Quick Hits: No. 16 Louisville 27, USF 25
Teddy Bridgewater led a game-winning touchdown drive in the final minutes to lead Louisville to a 27-25 win.
|Teddy Bridgewater led a 75-play drive in the final minutes to help Louisville improve to 7-0. (US Presswire)|
LOUISVILLE WON. The Cardinals survived a dogfight with South Florida, getting a clutch touchdown drive in the final minute to escape with a 27-25 win and improve to 7-0. The Bulls have now lost five in a row, though they didn't play like the eighth-best team in the Big East during a second half charge that gave them an opportunity to win the game in the final minute.
HOW LOUISVILLE WON: Louisville survived a second half in which it was outgained, and "out-possessed" by USF. Teddy Bridgewater had another fantastic statistical performance, completing 21 of 25 passes for 256 yards, two touchdowns and zero interceptions, but it was his game-winning touchdown drive in the final minutes that will stand out when looking back at the Cardinals season. The sophomore quarterback completed 5 of 7 passes on the drive, extending plays with his feet and evening scrambling for 11 yards to put the Cardinals in the red zone. Bridgewater looked calm and cool through the entire eight-play, 75-yard drive and in 94 seconds was able to correct what had been a frustrating half for Louisville.
South Florida controlled the pace of the game in the second half, leaning on Louisville for long drives that nearly doubled the Cardinals' second-half possession time. Lindsey Lamar entered the game with only 220 rushing yards but delivered a career-high 110 yards on 15 carries to lead an impressive USF rushing attack.
But after Bridgewater's go-ahead score, the Bulls became one-dimensional, and desperate. B.J. Daniels was able to march the offense to midfield thanks to a couple of short passes and a Louisville holding penalty, but the Bulls were unable to get close enough to give Maikon Bonani a shot to kick the game-winning field goal.
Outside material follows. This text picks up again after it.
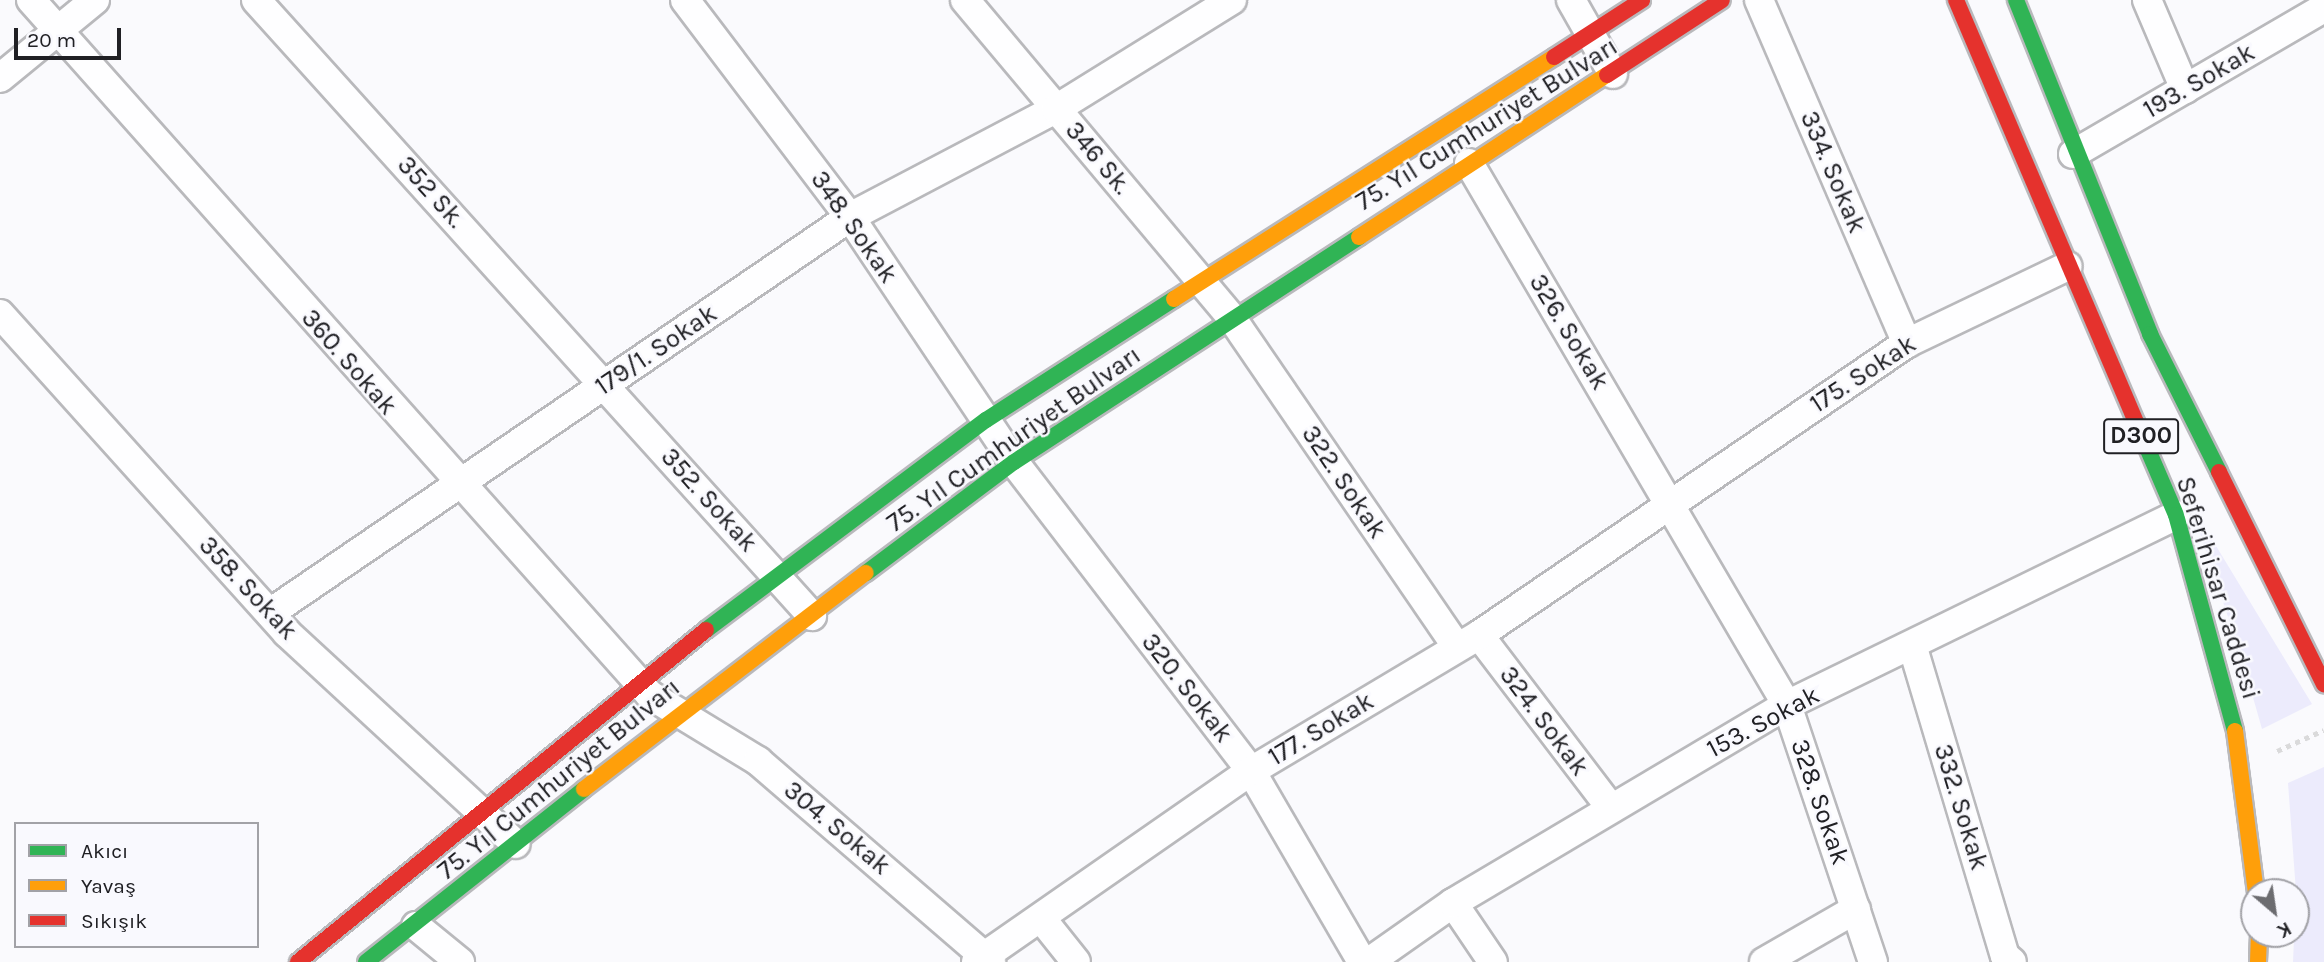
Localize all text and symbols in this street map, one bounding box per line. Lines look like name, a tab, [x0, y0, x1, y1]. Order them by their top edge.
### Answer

WHEN LOUISVILLE WON: With Daniels' arm strength and ability to extend the play, the game was not over until the quarterback's final pass was intercepted and the clock hit 0:00. Louisville's defense hadn't stopped a Bulls' drive since a goal-line stand in the third quarter, and if it wasn't for the situation -- no timeouts, needing to score quickly -- they might have been able to run at the Cardinals one last time.
WHAT LOUISVILLE WON: Bridgewater is not the focal point of Louisville's offense the way a pass-happy quarterback might be, and his stat lines are normally more impressive for their efficiency than yardage totals. But in the game-winning drive, Bridgewater showed the leadership and calm under pressure that Louisville will need in order to survive the Big East gauntlet and accomplish its goal of a conference title.
WHAT SOUTH FLORIDA LOST: USF dominated the second half and did everything it needed to do in order to pull off the upset. Some questionable clock-management decisions were made in the final minutes, but in my opinion the key play was Kayvon Webster's late hit on Bridgewater in the final drive. It was not game-changing, but it was an example of the way USF has been losing these close Big East games. The Bulls almost always fight, but too many times in recent years the final efforts have been set back by costly penalties. The seven penalties on Saturday did not cost them the game, but with little margin for error against the undefeated Cardinals they were definitely NOT in the game plan.